Haklarında hiçbir soruşturma ve kovuşturma olmayan belediye eş liderlerimizin tutuklanması ve yerlerine kayyım atanması, iktidarın halk iradesine karşı olan tavrını bir sefer daha deşifre etmiştir. İktidar hangi kılıfı uydurursa uydursun, Saray güdümlü hangi yargı kararını aldırırsa aldırsın, halkımız ve kamuoyu olup bitenin farkındadır. Bunun halk iradesine direkt bir darbe olduğu herkes tarafından bilinmektedir. O yüzden 31 Mart seçimlerinde AKP kaybetti ve kayyım darbesine devam ettikçe de daha büyük kaybedecek. Meğer iktidar, seçimlerden bu yana Hakkari, Mardin, Batman, Dersim, Mersin Akdeniz, Van Bahçesaray, Dersim Ovacık, Urfa Halfeti belediyelerimiz ile Esenyurt’a kayyım atayarak bu sonuçlardan hiç ders çıkarmadığını gösteriyor. Fakat bilinmelidir ki dünyada toplumla ve onun iradesiyle inatlaşan, halkın tercihlerine savaş açan hiç kimse iflah olmamıştır, olmayacaktır da.
“Kayyım ısrarı, tahlil ve barış ihtimalini saboteye yönelik bir adımdır”

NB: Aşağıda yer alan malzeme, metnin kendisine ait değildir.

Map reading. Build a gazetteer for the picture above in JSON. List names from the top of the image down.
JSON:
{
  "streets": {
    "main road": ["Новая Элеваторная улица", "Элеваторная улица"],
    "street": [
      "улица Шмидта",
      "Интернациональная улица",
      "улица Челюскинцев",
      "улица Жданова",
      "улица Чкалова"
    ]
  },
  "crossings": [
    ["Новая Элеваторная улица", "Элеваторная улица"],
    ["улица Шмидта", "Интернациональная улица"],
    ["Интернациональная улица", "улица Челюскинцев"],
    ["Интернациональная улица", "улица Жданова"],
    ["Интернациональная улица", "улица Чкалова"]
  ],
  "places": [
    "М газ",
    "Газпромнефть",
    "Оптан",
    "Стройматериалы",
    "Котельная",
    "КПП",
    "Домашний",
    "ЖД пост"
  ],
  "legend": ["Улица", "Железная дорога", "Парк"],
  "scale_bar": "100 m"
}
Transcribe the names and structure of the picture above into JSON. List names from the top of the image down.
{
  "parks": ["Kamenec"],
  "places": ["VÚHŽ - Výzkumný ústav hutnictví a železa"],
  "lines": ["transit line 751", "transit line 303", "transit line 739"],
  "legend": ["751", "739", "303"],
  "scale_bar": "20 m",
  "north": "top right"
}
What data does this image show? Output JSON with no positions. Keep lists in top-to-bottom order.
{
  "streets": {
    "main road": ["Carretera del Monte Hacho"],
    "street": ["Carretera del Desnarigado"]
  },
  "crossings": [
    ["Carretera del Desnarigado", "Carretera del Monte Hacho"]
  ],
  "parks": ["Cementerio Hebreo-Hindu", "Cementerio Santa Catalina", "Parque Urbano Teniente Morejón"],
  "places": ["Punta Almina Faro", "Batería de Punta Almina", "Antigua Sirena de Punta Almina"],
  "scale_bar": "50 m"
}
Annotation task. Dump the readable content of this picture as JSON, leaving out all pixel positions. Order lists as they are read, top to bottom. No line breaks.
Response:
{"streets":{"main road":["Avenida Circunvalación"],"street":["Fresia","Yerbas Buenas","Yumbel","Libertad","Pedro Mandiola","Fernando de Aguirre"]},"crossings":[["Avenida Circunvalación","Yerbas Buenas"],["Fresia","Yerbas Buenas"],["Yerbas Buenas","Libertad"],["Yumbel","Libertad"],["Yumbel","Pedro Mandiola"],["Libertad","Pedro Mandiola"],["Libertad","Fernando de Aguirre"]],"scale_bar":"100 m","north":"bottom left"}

Kayyım ısrarı, birebir vakitte bugün ortaya çıkan tahlil ve barış ihtimalini sabote etmeye yönelik atılmış bir adımdır. Partimizin her kelamının altında ‘tehdit’ ve ‘oyunbozanlık’ arayanlar, halk iradesine bu kadar açık formda yapılan hücumlara alkış tutarak ikiyüzlülüklerini göstermektedir. Sürece yönelik en büyük tehdit ve provokasyon teşebbüsü, halk iradesine karşı sergilenen bu saldırgan tavırdır. Lakin ne yaparlarsa yapsınlar başaramayacaklar. Asla kabullenmeyeceğiz ve halkımızın iradesini savunmaya devam edeceğiz. Kayyım darbesine karşı dün nasıl direndiysek, bugün de tıpkı formda direneceğiz. Halkımızda umut yaratan sürecin muvaffakiyete ulaşması için de her türlü provokasyona karşın toplumun barış isteyen kesitleriyle birlikte çabayı sürdüreceğiz. Bu darbeci ve kayyımcı zihniyete karşın kesinlikle başaracağız.”